Somehow that didn’t make Hank feel any better. “Never had any accidents before. “

The detective nodded. “We checked. You’re totally clean. Damn shame you got mixed up in this.” He leaned toward Hank. “Matter of fact, make sure you tell your insurance company that this was ninety nine percent the other driver’s fault. The other one percent fault is just that you happened to be here at this time.”

“Right.”

“You can go now, buddy. Drive safely.”

Hank nodded. He started to walk toward his rig, then saw the stretcher. Manny’s body was under a dark thick tarp. He swallowed, then approached it.

“Hey! What are you doing?” a cop shouted.

“It’s okay,” the detective said, standing by the body.

“I want to look at him,” Hank said.

“I don’t think that’s a good idea.”

“I killed him! I killed him,” repeated Hank, “and I want to see what he looks like. I want to know.”

The detective waved away a few of the cops who headed over and looked Hank in the eyes. “This was not your fault. It was an accident.”

“I’ve got to live with this the rest of my life,” Hank said. “I got to remember this night, his girlfriend screaming at me, the sound of the wheels screeching, seeing his blood all over that windshield. I don’t want to remember him like that. I want to see him.”

“He’s not cleaned up or anything,” the detective said.

“Please. “

The detective lifted up the side of the tarp, then pulled it back.
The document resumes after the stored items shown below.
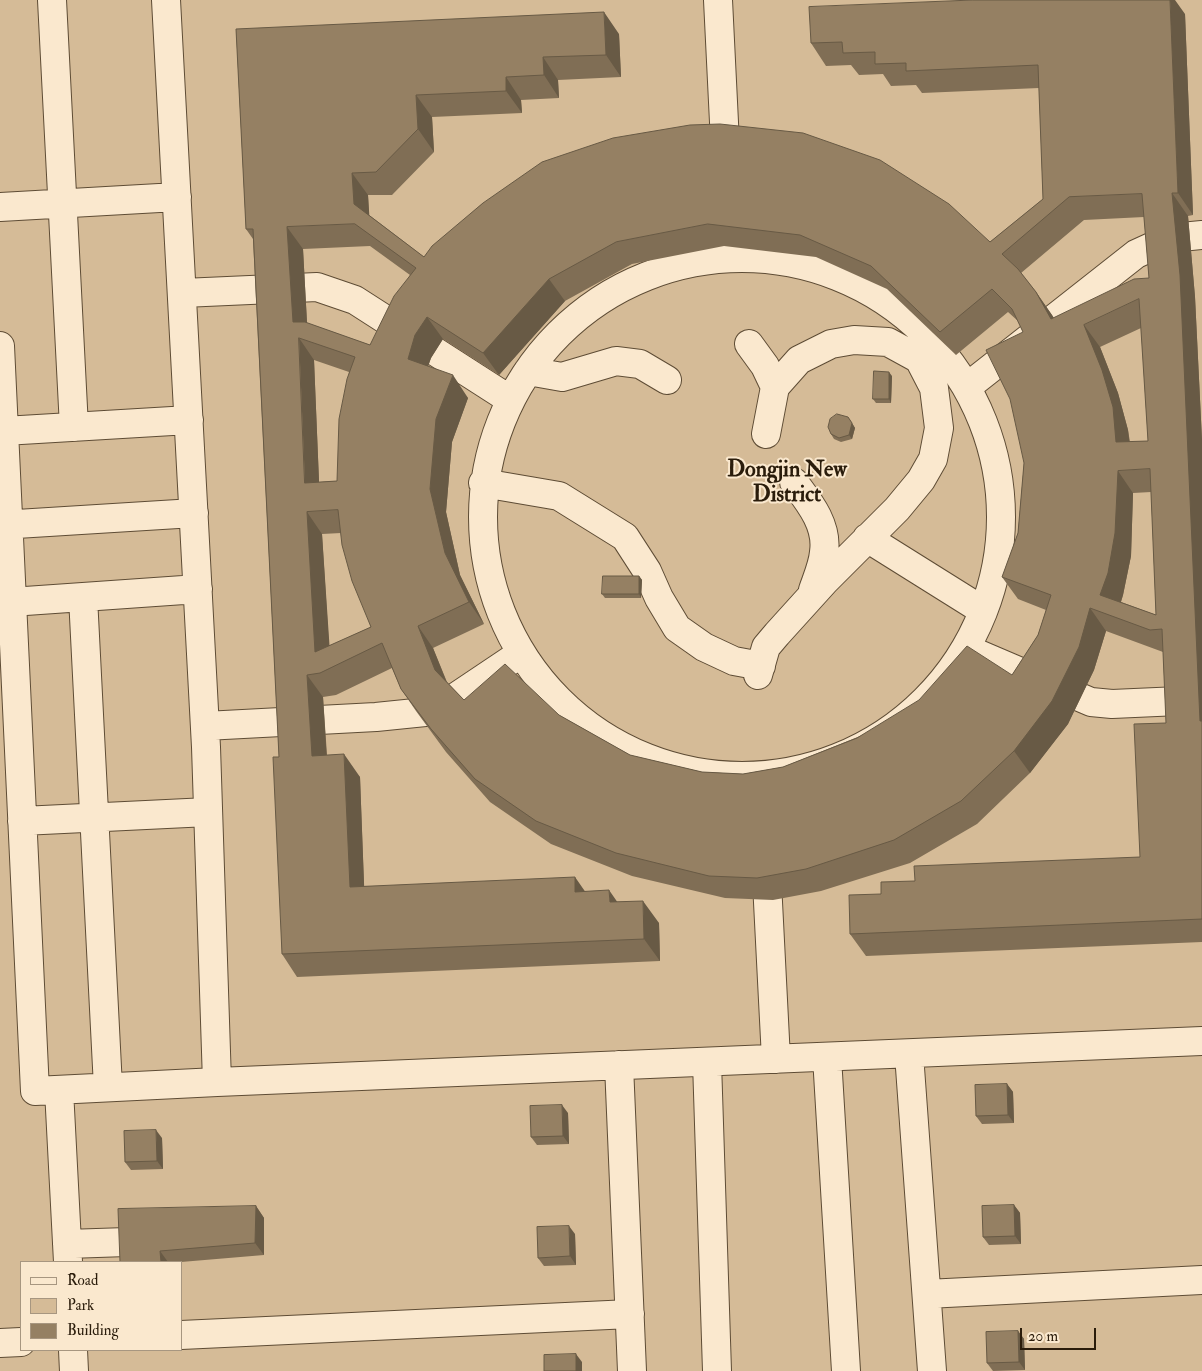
<!DOCTYPE html>
<html>
<head>
<meta charset="utf-8">
<style>
	body { margin:0 }
	#map { position:relative; width:1202px; height:1371px; overflow:hidden; background:#f8dcb4; font-family:"IM FELL Double Pica",serif }
	canvas { display:block }
	.legend { position:absolute; left:20px; top:1261px; width:162px; height:90px; box-sizing:border-box; background:#fae8ce; border:1px solid #a79680; margin:0; padding:6px 9px; list-style:none; font-size:15px; color:#2a1c0b }
	.legend li { display:flex; align-items:center; gap:10px; height:25px }
	.legend b { width:25px; border:1px solid #a79680 }
	.scale { position:absolute; left:1020px; top:1328px; width:76px; height:22px; box-sizing:border-box; border:2px solid #2a1c0b; border-top:0; padding-left:6px; font-size:15px; line-height:18px; white-space:nowrap; color:#2a1c0b; -webkit-text-stroke:4px #fae8ce; paint-order:stroke }
</style>
</head>
<body>
<div id="map">
<canvas width="1202" height="1371"></canvas>
<ul class="legend">
<li><b style="height:6px;background:#fae8ce"></b>Road</li>
<li><b style="height:14px;background:#d5bb97"></b>Park</li>
<li><b style="height:14px;background:#958063"></b>Building</li>
</ul>
<div class="scale">20 m</div>
</div>
<script>
const c = document.querySelector('canvas').getContext('2d');
c.lineJoin = 'round';
function fill(path, color) { c.fillStyle = color; c.fill(path, 'evenodd'); }
function stroke(path, color, width, dash) { c.strokeStyle = color; c.lineWidth = width; c.lineCap = dash ? 'butt' : 'round'; c.setLineDash(dash || []); c.stroke(path); }
function label(font, color, halo, rows, align = 'center') {
  c.font = font + ' "IM FELL Double Pica",serif'; c.lineWidth = 4; c.setLineDash([]); c.textBaseline = 'middle'; c.strokeStyle = halo; c.fillStyle = color; for (const [text, x, y, turn = 0] of rows) {
    c.save(); c.translate(x, y); c.rotate((+turn || 0) * Math.PI / 180); c.textAlign = isNaN(turn) ? turn : align; if (halo) c.strokeText(text, 0, 0); c.fillText(text, 0, 0); c.restore();
  }
}
fill(new Path2D(`
	M0,0h1202v1371h-1202zM21,1262h160v88h-160z`), '#d5bb97');
const minor = new Path2D(`
	M52,0l22,427
	M166,0l40,747 11,335 985,-41
	M718,0l8,163
	M0,207l177,-10
	M483 517a259 259 0 1 1 518 0a259 259 0 1 1-518 0Z
	M183,293l134,-6 38,13 154,99
	M749,344l16,22 10,21
	M0,346l35,745 182,-9
	M528,371l34,6 54,-16 24,3 27,16
	M967,387l169,-133 35,-16 31,-3
	M4,431l185,-11
	M794,482c15,20 34,43 30,70 -1,13 -7,26 -11,38
	M483,483l76,13 66,41 22,34 12,27 18,30 27,19 30,14 27,5
	M0,525l194,-12
	M867,538l115,72
	M11,602l72,-5
	M967,649l124,53 21,2 90,-4
	M758,675l8,-28 11,-13 48,-53 72,-72 24,-29 12,-21 6,-31 -5,-40 -15,-29 -31,-17 -34,-2 -23,4 -32,16 -24,27 -9,47
	M205,726l171,-9 59,-6 85,-57
	M22,821l186,-9
	M766,863l10,196
	M909,1054l23,317
	M827,1057l19,314
	M707,1062l10,309
	M619,1065l13,306
	M108,1087l-25,-490 115,-8
	M59,1090l9,172
	M67,1244l60,-2
	M927,1294l275,-14
	M181,1335l449,-21
	M0,1343l21,-1
	M73,1350l1,21`);
stroke(minor, '#5e4c35', 30);
stroke(minor, '#fae8ce', 28);
fill(new Path2D(`
	M1185,14l8,201 -5,1 7,81 7,143v502l-336,14 -16,-22 31,-40 34,-13 225,-24 26,-134 -3,-71 -57,-21 -12,39 -26,54 -38,49 -53,51 -67,39 -89,28 -48,9 -48,-2 -93,-22 -81,-32 -61,-42 -44,-50 -30,-41 -15,-22 -9,-21 -56,27 -13,2 4,58 33,22 4,109 221,5 32,11 42,21 1,38 -363,16 -15,-23 -3,-197 -26,-518 -7,-10 -10,-200 383,5 2,43 -63,3 1,18 -38,2 1,13 -90,4 2,35 -42,43h-24l1,20 55,42 59,-54 507,39 53,-43 -4,-111 -117,5 -6,-8 -25,1 -8,-12 -24,1 -8,-10 -25,1 -15,-23zM1144,217l5,61 -95,40 -18,-26 -15,-19 63,-53zM370,246l40,29 -40,70 -63,-22 -4,-74zM724,246l92,11 71,32 69,66 52,-43 10,9 5,11 1,131 -6,70 -16,44 16,22 28,11 -8,25 -26,40 -229,92 -40,7 -41,-2 -72,-17 -71,-40 -95,-15 -17,-18 -14,-34 51,-24 -24,-49 -14,-63 6,-70 16,-44 -40,-32 3,-8 12,-19 56,36 66,-74 67,-37zM1141,328l7,113 -18,1 -2,-12 -10,-37 -18,-46zM314,360l35,12 -12,109 -18,1zM1151,492l5,123 -35,-13 2,-7 8,-39 2,-63zM341,533l30,94 -42,19 -7,-112z
	M892,376l-1,27h-15l-3,-4z
	M848,417l7,11 -3,11 -11,3 -7,-3 -3,-5z
	M639,576l3,4 -1,18h-36l-3,-4z
	M1007,1084l6,8 1,31 -32,1 -6,-8z
	M568,1113l1,31 -32,1 -6,-8z
	M162,1138l1,31 -32,1 -6,-8z
	M1014,1205l6,8 1,31 -32,1 -6,-8z
	M256,1206l8,12v37l-83,7h-61z
	M575,1234l1,31 -32,1 -6,-8z
	M1018,1331l6,8 1,31 -32,1 -6,-8z`), '#806e55');
fill(new Path2D(`
	M1170,0h5l10,14 8,201 -15,-22z
	M604,12l15,22 2,43 -15,-22z
	M543,57l15,23 1,18 -15,-23z
	M506,77l15,23 1,13 -16,-22z
	M416,95l16,22 2,35 -16,-23z
	M352,173l16,22 2,31 -16,-22z
	M1172,193l16,23 7,81 7,143v284l-2,-3z
	M287,227l16,22 5,92 -15,-19z
	M549,279l16,22 -66,74 -16,-22z
	M1036,292l16,23 15,26 -16,-22z
	M427,317l16,22 -12,19 -8,23 -15,-22 7,-24z
	M1084,325l16,22 18,46 10,37 4,35 -16,-23z
	M299,338l15,22 6,145 -15,-22z
	M889,372l3,4 -1,27 -2,-4z
	M453,375l15,23 -16,44 -6,70 14,63 24,49 -15,-22 -24,-49 -15,-64 6,-70z
	M852,423l3,5 -3,11 -3,-4z
	M1118,471l15,22 -2,63 -8,39 -7,22 -16,-22z
	M307,512l15,22 9,134 -16,-16z
	M639,576l3,4 -1,18 -2,-4z
	M1090,608l16,23 -12,39 -26,54 -38,49 -16,-22z
	M418,626l15,22 18,45 -16,-23z
	M307,675l16,22 5,81 -16,-22z
	M344,754l16,23 5,132 -15,-22z
	M575,877l16,23 -16,-8z
	M609,890l16,23 -15,-11z
	M643,901l16,22 1,38 -16,-22z
	M1007,1084l6,8 1,31 -6,-8z
	M562,1105l6,8 1,31 -6,-8z
	M156,1130l6,8 1,31 -6,-8z
	M1014,1205l6,8 1,31 -6,-8z
	M256,1206l8,12v37l-9,-12z
	M569,1226l6,8 1,31 -6,-9z
	M160,1251l8,11h-7z
	M1018,1331l6,8 1,31 -6,-8z
	M576,1354l6,8v9h-6z`), '#685a45');
const building = new Path2D(`
	M973,0h197l8,193h-6l8,82 20,446h2v198l-352,15 -1,-39 32,-1v-12l34,-1 -1,-15 226,-9 -6,-133 32,-1 -4,-94 -12,1 -60,-22 -11,39 -27,54 -38,50 -53,50 -67,39 -88,29 -49,9 -48,-2 -93,-23 -80,-32 -61,-42 -44,-50 -30,-40 -19,-46 -62,30 -13,2 5,81 32,-2 6,133 225,-10v15l34,-2 1,12 33,-1 1,38 -362,15 -9,-197h6l-26,-528h-7l-10,-200 368,-17 2,43 -63,2 1,18 -38,2v14l-90,4 2,34 -42,43 -24,1 2,31 70,53 8,-11 51,-43 59,-41 71,-24 77,-13 30,-1 83,9 77,27 69,44 41,38 53,-43 -5,-134 -132,6v-8l-31,1v-12l-32,1 -1,-11 -31,1 -2,-36zM1142,194l7,84 -15,1 -83,40 -15,-27 -18,-23 -16,-15 67,-57zM355,224l61,44 -22,28 -24,49 -65,-23h-12l-6,-95zM708,224l92,11 71,31 69,66 52,-43 20,20 11,23 -37,18 24,49 14,64 -6,70 -16,44 49,18 -13,40 -26,40 -45,-29 -48,54 -62,38 -74,29 -40,7 -41,-2 -72,-17 -71,-40 -54,-51 -41,36 -29,-30 -17,-44 51,-24 -24,-49 -15,-64 6,-70 17,-44 -45,-16 7,-24 12,-18 56,36 66,-74 67,-37zM1139,299l9,142 -32,1 -3,-35 -11,-37 -18,-45zM299,338l56,19 -8,22 -8,40 -2,62 -32,2zM1150,469l6,146 -56,-20 8,-22 7,-40 3,-62zM338,510l4,35 10,36 19,46 -56,25 -8,-140z
	M874,371l15,1v27h-16z
	M837,414l11,3 4,6 -3,12 -10,3 -8,-4 -3,-7 2,-8z
	M603,576h36v18h-37z
	M1007,1084l1,31 -32,1 -1,-31z
	M562,1105l1,31 -32,1 -1,-31z
	M156,1130l1,31 -32,1 -1,-31z
	M1014,1205l1,31 -32,1 -1,-31z
	M256,1206l-1,37 -95,8 1,11h-41l-2,-53z
	M569,1226l1,30 -32,2 -1,-31z
	M1018,1331l1,31 -32,1 -1,-31z
	M576,1354v17h-32v-16z`);
fill(building, '#958063');
stroke(building, '#685a45', 1);
label('bold 22px', '#2a1c0b', '#fae8ce', [
	["Dongjin New",787,471],
	["District",787,496]
]);
</script>
</body>
</html>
Manny’s head showed, his nose broken and his face covered with dark crimson blood. Someone had closed his eyes.

Hank nodded, tears streaming down his face. “I’m sorry, Manny,” he said. “I’m sorry I couldn’t stop my rig.” He put his hand on Manny’s forehead, patted it awkwardly. “Real sorry.” He stood there for some minutes, not realizing his tears fell onto Manny’s face, washing some of the blood away.

The detective said nothing, just stood a few feet away, his arms crossed as he held the clipboard tightly, taking a few more notes.

“Okay,” Hank said. “Thanks.”

“You’re welcome.”

Hank walked away, feeling his feet hitting the cold hard pavement beneath him. He climbed wearily into the cab of his rig and watched as the stretcher was rolled, then folded up and placed in the back of the coroner’s vehicle.

He drove behind it all the way until the entrance ramp to Route 18, when he got back onto the highway.